276 kiloluk top mermisini gavurun "yenilmez" denilen gemisinin bacasına isâbet ettirerek Çanakkale Savaşı'nın kazanılmasına vesîle olan Koca Seyyid'i ziyâret edip rahmetle yâd ettik ve Allâhımıza yalvardık ki;
"Bu memlekette okunan bütün ezanların, okunan Kur'an'ların, yapılan bütün ibâdet ve zikirlerin sevaplarının vesîlesi olduğu için onu hepsine ortak eyle, derecesini 'âlî eyle, defter-i e'mâlini kapatma, bu büyük zâtın hürmetine vatanımızı bölünmekten ve parçalanmaktan muhâfaza eyle.

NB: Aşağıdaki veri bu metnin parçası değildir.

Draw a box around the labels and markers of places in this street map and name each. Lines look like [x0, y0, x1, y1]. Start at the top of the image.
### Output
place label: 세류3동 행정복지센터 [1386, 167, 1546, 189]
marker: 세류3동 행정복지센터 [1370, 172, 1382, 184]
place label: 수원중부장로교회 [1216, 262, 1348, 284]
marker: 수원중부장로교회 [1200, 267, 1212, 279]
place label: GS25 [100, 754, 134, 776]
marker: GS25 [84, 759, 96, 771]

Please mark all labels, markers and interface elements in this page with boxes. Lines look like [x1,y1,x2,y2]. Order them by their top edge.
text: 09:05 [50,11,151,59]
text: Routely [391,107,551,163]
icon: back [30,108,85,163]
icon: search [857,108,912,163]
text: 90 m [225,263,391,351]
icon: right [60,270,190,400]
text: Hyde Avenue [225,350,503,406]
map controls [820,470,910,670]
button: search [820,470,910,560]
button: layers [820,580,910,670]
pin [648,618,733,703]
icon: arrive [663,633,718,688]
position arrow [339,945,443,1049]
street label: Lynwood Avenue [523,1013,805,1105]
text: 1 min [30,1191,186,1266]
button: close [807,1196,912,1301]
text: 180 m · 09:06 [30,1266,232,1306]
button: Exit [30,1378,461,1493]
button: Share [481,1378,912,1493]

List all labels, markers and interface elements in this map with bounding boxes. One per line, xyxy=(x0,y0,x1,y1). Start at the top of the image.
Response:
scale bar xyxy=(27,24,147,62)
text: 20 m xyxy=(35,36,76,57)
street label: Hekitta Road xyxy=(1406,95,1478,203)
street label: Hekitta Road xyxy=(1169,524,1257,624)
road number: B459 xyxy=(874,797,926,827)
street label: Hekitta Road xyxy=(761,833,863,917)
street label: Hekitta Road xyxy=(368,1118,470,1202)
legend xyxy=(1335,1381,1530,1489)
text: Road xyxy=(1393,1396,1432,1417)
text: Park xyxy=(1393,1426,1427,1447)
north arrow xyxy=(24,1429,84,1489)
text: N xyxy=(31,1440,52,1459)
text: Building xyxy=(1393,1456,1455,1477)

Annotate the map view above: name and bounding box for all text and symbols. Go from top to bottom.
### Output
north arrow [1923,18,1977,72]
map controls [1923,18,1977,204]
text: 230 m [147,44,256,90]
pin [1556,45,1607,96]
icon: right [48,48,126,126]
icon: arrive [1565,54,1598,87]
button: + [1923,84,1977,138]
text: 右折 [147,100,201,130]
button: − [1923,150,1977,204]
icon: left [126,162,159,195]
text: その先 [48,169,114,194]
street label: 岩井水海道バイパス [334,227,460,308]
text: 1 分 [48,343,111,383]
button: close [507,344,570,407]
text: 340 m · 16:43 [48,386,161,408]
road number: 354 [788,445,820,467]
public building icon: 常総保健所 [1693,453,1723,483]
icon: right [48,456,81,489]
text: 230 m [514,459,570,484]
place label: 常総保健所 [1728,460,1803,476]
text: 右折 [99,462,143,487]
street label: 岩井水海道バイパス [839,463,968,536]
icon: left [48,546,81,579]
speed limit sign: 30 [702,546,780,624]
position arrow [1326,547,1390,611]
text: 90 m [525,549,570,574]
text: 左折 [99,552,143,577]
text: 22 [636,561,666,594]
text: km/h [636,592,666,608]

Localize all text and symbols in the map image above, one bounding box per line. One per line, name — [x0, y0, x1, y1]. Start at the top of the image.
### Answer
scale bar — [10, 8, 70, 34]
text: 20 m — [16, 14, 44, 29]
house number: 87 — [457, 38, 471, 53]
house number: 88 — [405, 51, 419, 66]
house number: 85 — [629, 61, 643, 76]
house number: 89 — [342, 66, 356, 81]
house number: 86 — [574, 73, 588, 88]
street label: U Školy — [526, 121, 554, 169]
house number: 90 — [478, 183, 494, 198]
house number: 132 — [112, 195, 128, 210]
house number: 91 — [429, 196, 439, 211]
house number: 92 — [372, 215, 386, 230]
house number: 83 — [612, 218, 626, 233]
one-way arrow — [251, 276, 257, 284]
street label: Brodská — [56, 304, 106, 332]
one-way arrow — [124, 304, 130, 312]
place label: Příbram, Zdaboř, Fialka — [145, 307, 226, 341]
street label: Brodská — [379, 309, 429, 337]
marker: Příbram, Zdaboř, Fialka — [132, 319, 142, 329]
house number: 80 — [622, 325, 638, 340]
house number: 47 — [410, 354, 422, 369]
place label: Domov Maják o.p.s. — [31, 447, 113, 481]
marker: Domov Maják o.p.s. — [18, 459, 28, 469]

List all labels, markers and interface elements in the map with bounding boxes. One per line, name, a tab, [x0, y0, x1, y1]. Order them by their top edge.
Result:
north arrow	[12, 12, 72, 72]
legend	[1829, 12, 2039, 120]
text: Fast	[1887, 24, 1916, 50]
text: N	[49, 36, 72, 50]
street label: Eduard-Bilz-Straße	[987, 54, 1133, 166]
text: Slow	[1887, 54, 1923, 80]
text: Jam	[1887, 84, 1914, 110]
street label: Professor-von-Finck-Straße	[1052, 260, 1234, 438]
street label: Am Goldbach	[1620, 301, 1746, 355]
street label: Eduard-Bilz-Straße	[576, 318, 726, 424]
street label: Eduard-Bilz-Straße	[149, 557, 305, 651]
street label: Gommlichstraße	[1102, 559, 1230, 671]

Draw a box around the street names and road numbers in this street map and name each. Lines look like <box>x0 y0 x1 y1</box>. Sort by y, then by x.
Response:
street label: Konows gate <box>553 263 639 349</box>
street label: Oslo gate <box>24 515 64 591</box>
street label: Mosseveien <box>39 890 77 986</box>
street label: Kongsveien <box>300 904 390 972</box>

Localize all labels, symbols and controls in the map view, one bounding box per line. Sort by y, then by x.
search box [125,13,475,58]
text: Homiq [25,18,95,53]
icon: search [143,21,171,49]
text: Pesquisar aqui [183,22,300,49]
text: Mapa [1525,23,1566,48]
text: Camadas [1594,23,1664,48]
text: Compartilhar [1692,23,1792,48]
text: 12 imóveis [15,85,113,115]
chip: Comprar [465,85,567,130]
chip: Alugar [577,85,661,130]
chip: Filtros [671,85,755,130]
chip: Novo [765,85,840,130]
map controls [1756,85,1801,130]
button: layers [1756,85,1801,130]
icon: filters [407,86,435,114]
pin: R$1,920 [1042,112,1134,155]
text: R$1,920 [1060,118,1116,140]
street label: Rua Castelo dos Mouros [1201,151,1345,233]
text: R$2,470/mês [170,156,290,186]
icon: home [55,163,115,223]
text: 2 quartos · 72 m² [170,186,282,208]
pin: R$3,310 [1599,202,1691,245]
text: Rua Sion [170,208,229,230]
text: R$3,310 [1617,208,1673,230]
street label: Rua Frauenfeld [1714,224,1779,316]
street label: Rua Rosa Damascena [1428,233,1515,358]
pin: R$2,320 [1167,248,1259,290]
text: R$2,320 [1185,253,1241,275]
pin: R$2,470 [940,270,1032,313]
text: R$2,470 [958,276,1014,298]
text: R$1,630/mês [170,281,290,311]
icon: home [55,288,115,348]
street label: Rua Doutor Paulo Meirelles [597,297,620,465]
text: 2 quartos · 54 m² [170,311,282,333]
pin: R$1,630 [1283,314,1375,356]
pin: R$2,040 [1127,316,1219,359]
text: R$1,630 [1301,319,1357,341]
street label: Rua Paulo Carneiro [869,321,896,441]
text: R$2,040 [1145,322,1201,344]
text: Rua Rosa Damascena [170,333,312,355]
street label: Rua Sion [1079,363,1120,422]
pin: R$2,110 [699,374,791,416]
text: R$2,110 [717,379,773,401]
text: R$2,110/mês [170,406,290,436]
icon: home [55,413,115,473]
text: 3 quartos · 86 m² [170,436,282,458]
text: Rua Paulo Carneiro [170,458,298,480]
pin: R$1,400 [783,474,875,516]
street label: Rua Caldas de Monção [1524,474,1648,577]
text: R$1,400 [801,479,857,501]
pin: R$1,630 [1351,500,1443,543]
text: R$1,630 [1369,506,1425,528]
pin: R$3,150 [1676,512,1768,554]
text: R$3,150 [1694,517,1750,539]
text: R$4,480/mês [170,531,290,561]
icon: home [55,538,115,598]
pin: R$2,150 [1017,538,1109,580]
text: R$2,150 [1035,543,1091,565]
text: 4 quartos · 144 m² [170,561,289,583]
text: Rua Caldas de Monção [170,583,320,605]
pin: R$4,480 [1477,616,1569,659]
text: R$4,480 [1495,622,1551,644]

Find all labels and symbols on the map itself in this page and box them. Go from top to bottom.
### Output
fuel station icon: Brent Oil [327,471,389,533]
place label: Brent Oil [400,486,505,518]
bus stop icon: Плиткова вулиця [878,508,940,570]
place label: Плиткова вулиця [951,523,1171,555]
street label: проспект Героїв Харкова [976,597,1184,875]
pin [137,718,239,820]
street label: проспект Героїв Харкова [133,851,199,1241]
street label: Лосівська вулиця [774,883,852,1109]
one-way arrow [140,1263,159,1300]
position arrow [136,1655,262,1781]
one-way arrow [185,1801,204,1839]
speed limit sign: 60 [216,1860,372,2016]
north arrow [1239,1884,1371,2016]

Harpten sonra kendisine: "Tekrar kaldırabilir misin?" dediklerinde, denediği halde tekrar kaldıramamış, bundan da anlaşıldığı üzere Allâh-ü Te'âlâ'nın özel yardımına mazhâr olmuş, meleklerle desteklenmiş ve bu vatanımızın, İslam topraklarının kurtulması için Allâh-ü Teâlâ onu vesîle kılmış ve ona özel yardım ettiği böylece anlaşılmıştır.
2007 yılında vefât eden Ayşe Yıkar
annemiz, Koca Seyyid'in en küçük kızı olduğu için babası cepheye gittiğinde henüz daha küçücüktür. Bu sebepten dolayı babası harpten sonra cepheden dönüp eve geldiğinde babasını tanıyamamış ve: "Anne! Yabancı bir adam seni soruyor!" demiştir.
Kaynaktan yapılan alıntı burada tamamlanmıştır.